Another language grammar parser. Inspired by modgrammar and pyparsing


Keywords
chomsky, language, grammar, parser
License
BSD-3-Clause
Install
pip install chomsky==1.0.1

Documentation

chomsky

Build Status

I needed a language grammar parser for the plywood project, and modgrammar looked like it would be perfect, except I couldn't get the simplest of grammars to work. pyparsing is excellent, but doesn't give me objects back, only lists and strings - I need more than that. I would recommend pyparsing for your project. Unless you really want objects, or if you are doing a language (chomsky has lots of built-in stuff for making programming language grammars).

Besides, I like writing parsers, and I know how I want this one to work, so screw it, I'll do it myself!

INSTALLATION

$ pip install chomsky
# local development
$ pip install -e .

USAGE

Matchers

Matcher objects are the most basic building blocks. They are not smart, they return only strings and lists, and they make no assumptions about what you might be trying to build. For instance, the Chars Matcher does not assume that you want to consume whitespace.

Matcher objects are great for building a small parsing language for consistent data, where Grammar objects are not needed. But for building a language parser, you will probably use the more heavy-duty Grammar building blocks.

Char

Matches a single letter from a string of accepted letters. There are lots of built-in strings in the string module.

test/matchers/test_letter_matcher.py

matcher = Char('abcde')
matcher('a') => 'a'
matcher('bcd') => 'b'
matcher('f') => raise ParseException
# shorthand:
matcher = A('abcde')

import string
matcher = A(string.ascii_letters + string.digits + '_')

Chars

Matches one or more letters from string of accepted letters.

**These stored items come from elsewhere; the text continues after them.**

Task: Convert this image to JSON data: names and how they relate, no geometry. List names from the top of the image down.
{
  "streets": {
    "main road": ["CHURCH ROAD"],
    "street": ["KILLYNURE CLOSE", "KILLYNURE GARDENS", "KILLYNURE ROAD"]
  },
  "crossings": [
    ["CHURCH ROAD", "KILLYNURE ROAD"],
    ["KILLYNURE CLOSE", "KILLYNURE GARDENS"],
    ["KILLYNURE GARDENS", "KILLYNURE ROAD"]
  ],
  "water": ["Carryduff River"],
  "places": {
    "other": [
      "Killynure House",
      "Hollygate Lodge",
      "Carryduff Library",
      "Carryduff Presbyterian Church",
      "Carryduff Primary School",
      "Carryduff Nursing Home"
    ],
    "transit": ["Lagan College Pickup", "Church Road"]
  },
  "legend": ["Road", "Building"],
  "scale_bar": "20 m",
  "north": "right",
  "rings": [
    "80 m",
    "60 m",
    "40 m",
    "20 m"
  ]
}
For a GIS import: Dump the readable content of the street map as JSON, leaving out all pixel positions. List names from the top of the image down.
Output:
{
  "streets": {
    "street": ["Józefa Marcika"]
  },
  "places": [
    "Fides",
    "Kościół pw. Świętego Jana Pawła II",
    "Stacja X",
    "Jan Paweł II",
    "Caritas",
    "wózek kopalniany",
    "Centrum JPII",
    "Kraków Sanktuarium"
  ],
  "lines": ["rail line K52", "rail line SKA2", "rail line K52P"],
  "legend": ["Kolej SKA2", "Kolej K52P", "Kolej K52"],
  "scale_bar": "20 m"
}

You can also set min and max options. min will raise a ParseException if the matched word is not long enough. Default is 1. max will stop matching once max characters are matched.

test/matchers/test_word_matcher.py
matcher = Chars('abcde')
matcher('a') => 'a'
matcher('bcd') => 'bcd'
matcher('defg') => 'defg'
matcher('fghi') => ParseException

# max
matcher = Chars('abcde', max=2)
matcher('bcd') => 'bc'

# min
matcher = Chars('abcde', min=3)
matcher('ab') => ParseException

Literal

Matches a literal string.

test/matchers/test_literal_matcher.py
matcher = Literal('abcde')
matcher('a') => 'a'
matcher('bcd') => 'bcd'
matcher('defg') => 'defg'
matcher('fghi') => ParseException

Whitespace

test/matchers/test_whitespace_matcher.py
matcher = Whitespace()  # default is " \t"
matcher("    ") => "    "
matcher(" \t\n ") => " \t"
matcher = Whitespace(" \t\n")
matcher(" \t\n ") => " \t\n "

Regex

These have two options: group and advance.

group says which group or groups to return. Default is 0 (the entire match). A list or tuple of groups will return a list of results. advance indicates what group to advance past. Default is 0 (the entire match). This is a quick way to build a matching system that can parse consistently formatted data, for example.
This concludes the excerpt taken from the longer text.